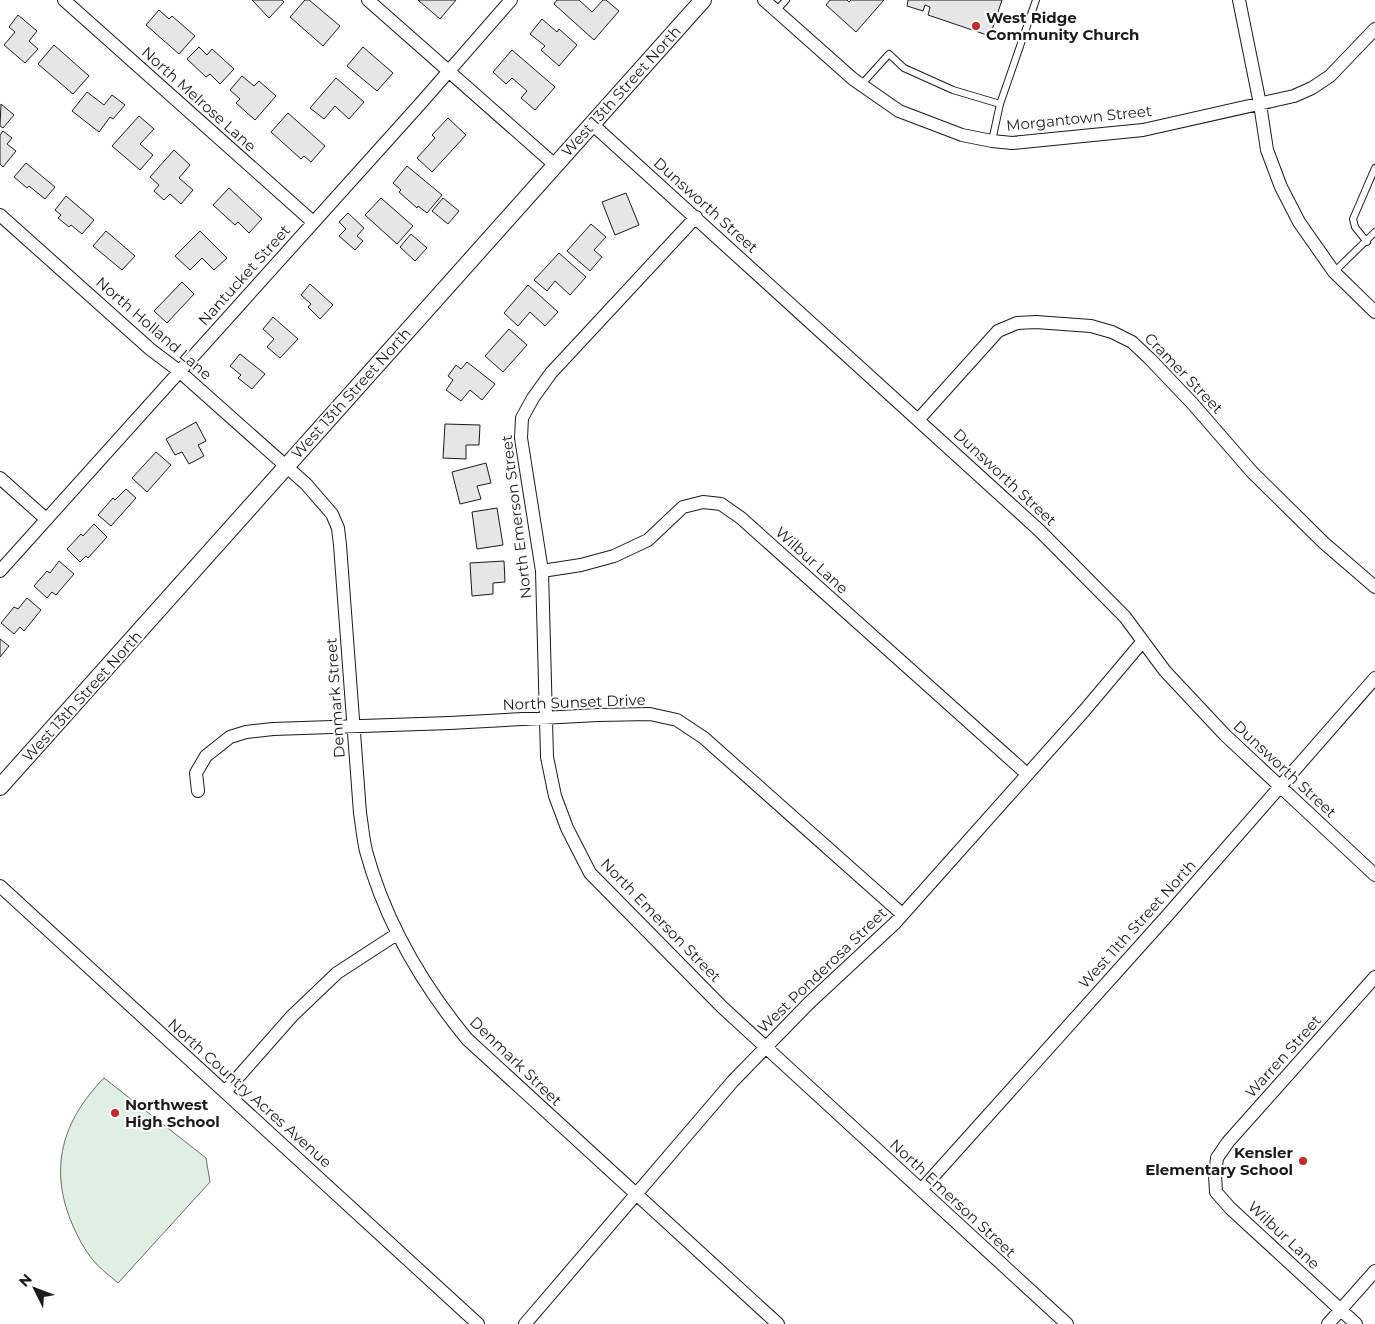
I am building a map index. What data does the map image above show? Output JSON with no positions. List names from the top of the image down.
{
  "streets": {
    "street": [
      "West 13th Street North",
      "North Melrose Lane",
      "Morgantown Street",
      "Dunsworth Street",
      "Nantucket Street",
      "North Holland Lane",
      "Cramer Street",
      "North Emerson Street",
      "Wilbur Lane",
      "Denmark Street",
      "North Sunset Drive",
      "West 11th Street North",
      "West Ponderosa Street",
      "Warren Street",
      "North Country Acres Avenue"
    ]
  },
  "crossings": [
    ["West 13th Street North", "Dunsworth Street"],
    ["West 13th Street North", "North Holland Lane"],
    ["West 13th Street North", "Denmark Street"],
    ["North Melrose Lane", "Nantucket Street"],
    ["Dunsworth Street", "Cramer Street"],
    ["Dunsworth Street", "North Emerson Street"],
    ["Dunsworth Street", "West 11th Street North"],
    ["Dunsworth Street", "West Ponderosa Street"],
    ["Nantucket Street", "North Holland Lane"],
    ["North Holland Lane", "Denmark Street"],
    ["North Emerson Street", "Wilbur Lane"],
    ["North Emerson Street", "North Sunset Drive"],
    ["North Emerson Street", "West 11th Street North"],
    ["North Emerson Street", "West Ponderosa Street"],
    ["Wilbur Lane", "West Ponderosa Street"],
    ["Wilbur Lane", "Warren Street"],
    ["Denmark Street", "North Sunset Drive"],
    ["Denmark Street", "West Ponderosa Street"],
    ["North Sunset Drive", "West Ponderosa Street"]
  ],
  "places": ["West Ridge Community Church", "Northwest High School", "Kensler Elementary School"],
  "north": "top left"
}
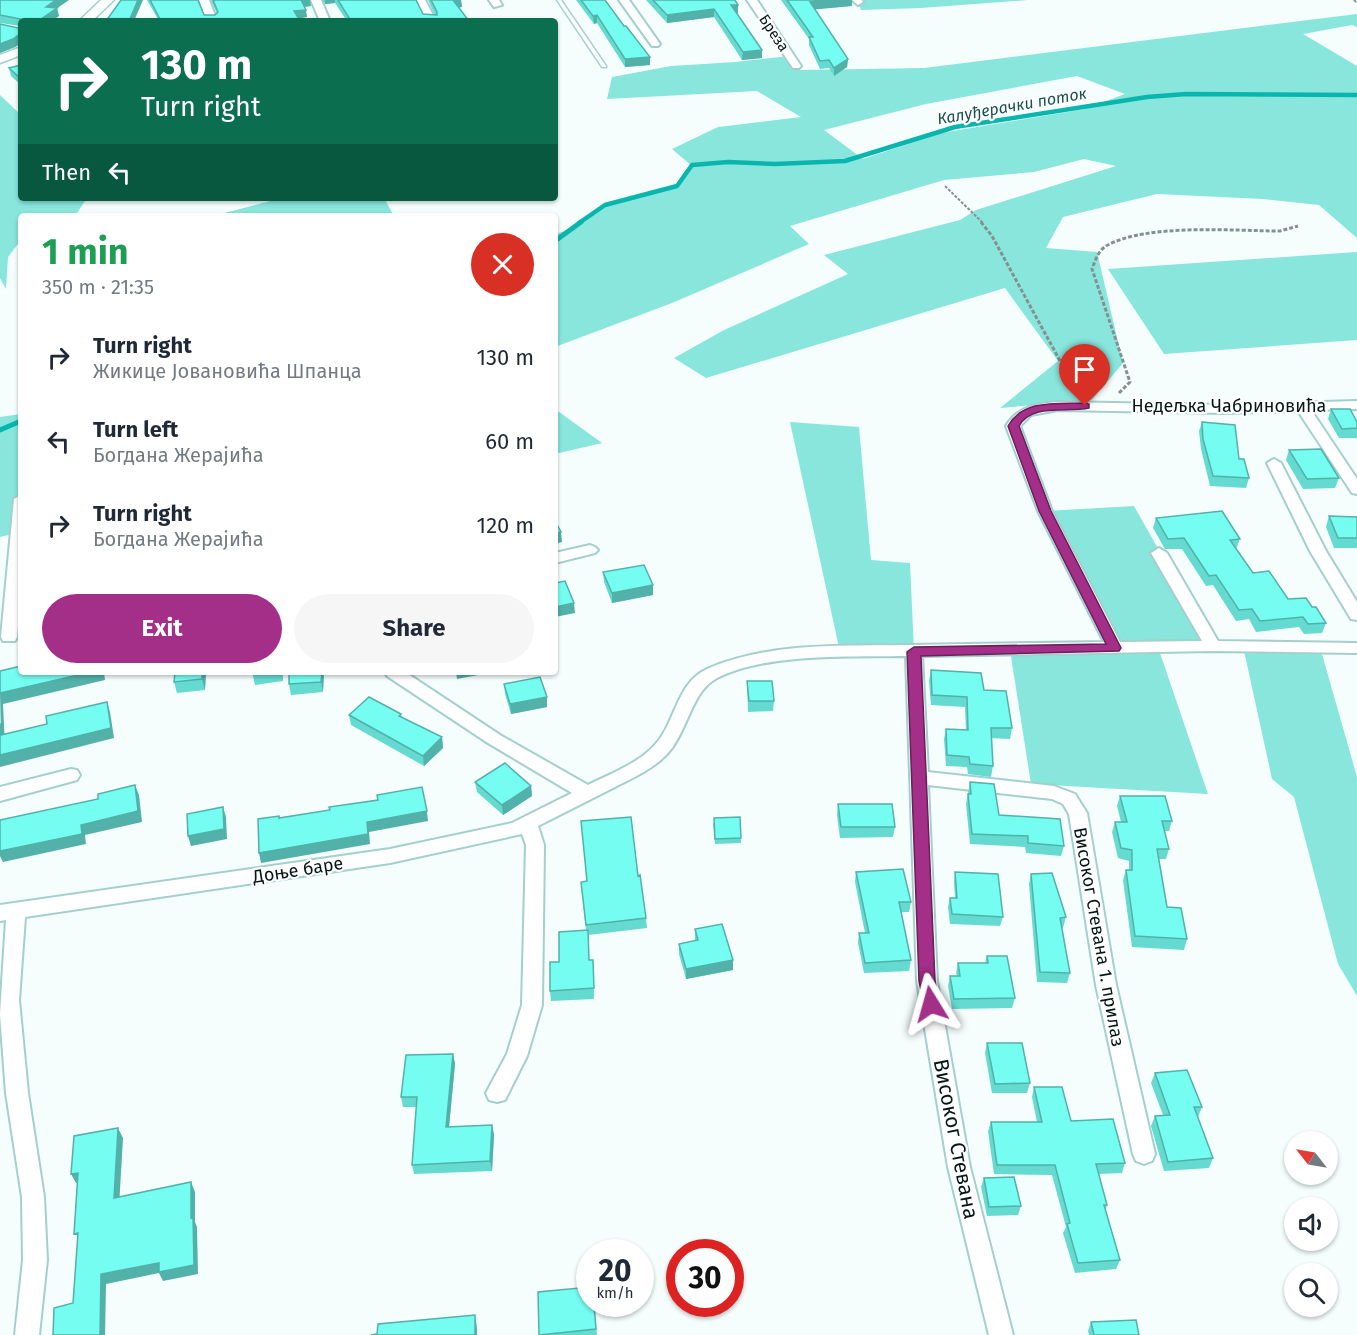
----
## Assignment
Reproduce each line above that contains "Dunsworth".

## Response below
      "Dunsworth Street",
    ["West 13th Street North", "Dunsworth Street"],
    ["Dunsworth Street", "Cramer Street"],
    ["Dunsworth Street", "North Emerson Street"],
    ["Dunsworth Street", "West 11th Street North"],
    ["Dunsworth Street", "West Ponderosa Street"],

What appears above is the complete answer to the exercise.